Japanese
YIDFF 2013 New Asian Currents
War Is a Tender Thing
An Interview with Adjani Arumpac (Director)

Tracing a Family History


Q: You were born to a Muslim father and Christian mother on the island of Mindanao, which has been the site of a long-running religious conflict. When did you first become conscious of the differences between the two religions?

AA: When my parents separated when I was six years old. It was my father’s absence that made the difference tangible. Before that, when they fought, my mother would call my father a derogatory term for a Muslim, and my father would do a similar thing to my mother—but when they were not fighting, they were like any other married couple. What I want to say in the film is that the war in Mindanao is not just because of religious differences between Muslims and Christians, and I wanted to deconstruct this categorization of Mindanao in the eyes of the world.

Q: For you, is the act of making a documentary film a way for you to document yourself?

AA: Yes, because my material is always about my life, and I have to know about myself. This film was a family history, my way of documenting our legacy. My original plan was just to shoot my parents and to tell their story, but we are a private people, and my sisters didn’t want me to tell everything. The challenge is always how to limit what you divulge about yourself, and the ethics of exposing the people who matter most to you.

Q: By doing things like repeating the same musical refrain and incorporating sounds such as a crackling fire, you use sound very effectively in this documentary. Your film also contains many interviews, but the voices of the people speaking are not always accompanied by visual images of the speakers, but are often juxtaposed against striking and abstract images such as landscapes or close-ups of stationary objects. Did you plan to edit the interviews in this manner?

AA: This film was the product of a workshop, and the French instructor at the workshop suggested that I read about essay films like those of Chris Marker. These films contain images that are disparate from what you hear, so maybe that is where the idea came from. But more than that, shooting the film was a very organic process. In the interviews, I tried to see what was most interesting, and, in accord with these stories, I would go around and shoot whatever seemed beautiful to me.

Q: In the film, there is a woman named Patalaga who is the sole Muslim living in a Christian village. The film shows her weeping out of a sense of isolation, and she seems to have a difficult life—but does she continue to live in this village?

AA: Yes, she is still there. Patalaga is the wife of my grandmother’s brother. She hadn’t seen my grandmother for a long time, so when my grandmother and I visited her village, she just started crying, and it was then that I got the story about my grandmother’s brothers and sisters discriminating against her because she is a Muslim. In the village, they accept her, but this is not the same as being a part of the community.

For me, the differences between Muslims and Christians are real, but they are not all that matter, and they are not the root of the problem.

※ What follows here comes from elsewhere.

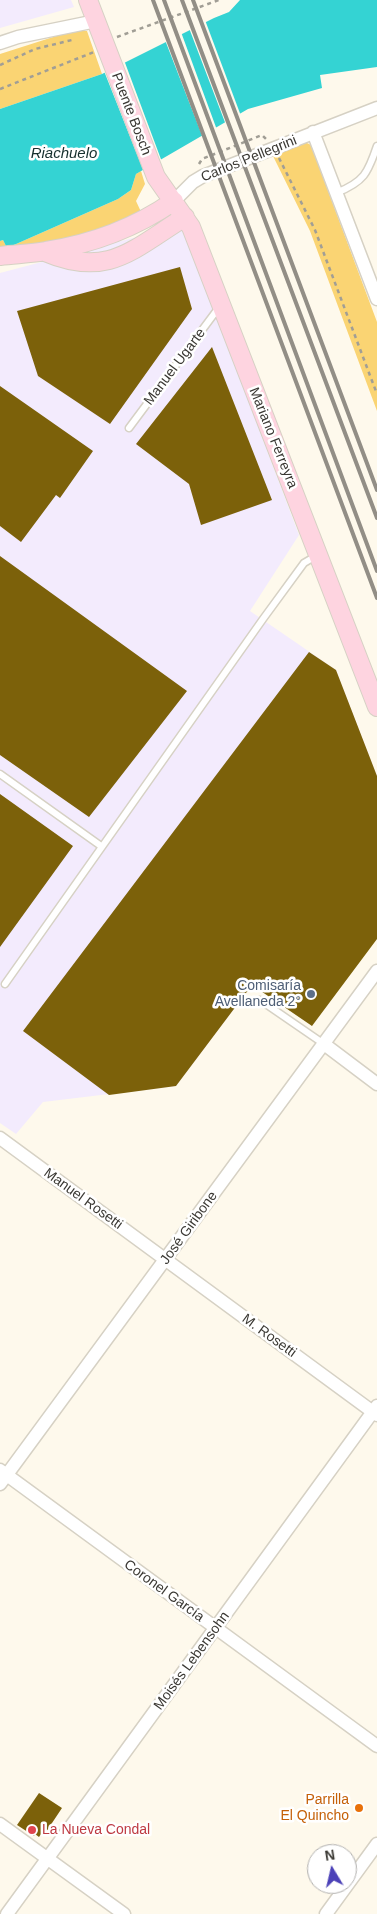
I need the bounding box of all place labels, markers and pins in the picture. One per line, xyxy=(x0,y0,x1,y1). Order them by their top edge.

The war in Mindanao—along with the war inside my home—is really about people fighting to keep their space, their homes. This is the fault of the government, which makes policies that don’t really understand the lives of people at the grassroots level. The Mindanao war is the second-longest-running conflict in the world, and in this film, I am trying to paint a big picture of the complexities behind why it is still running, and why this war is never ending.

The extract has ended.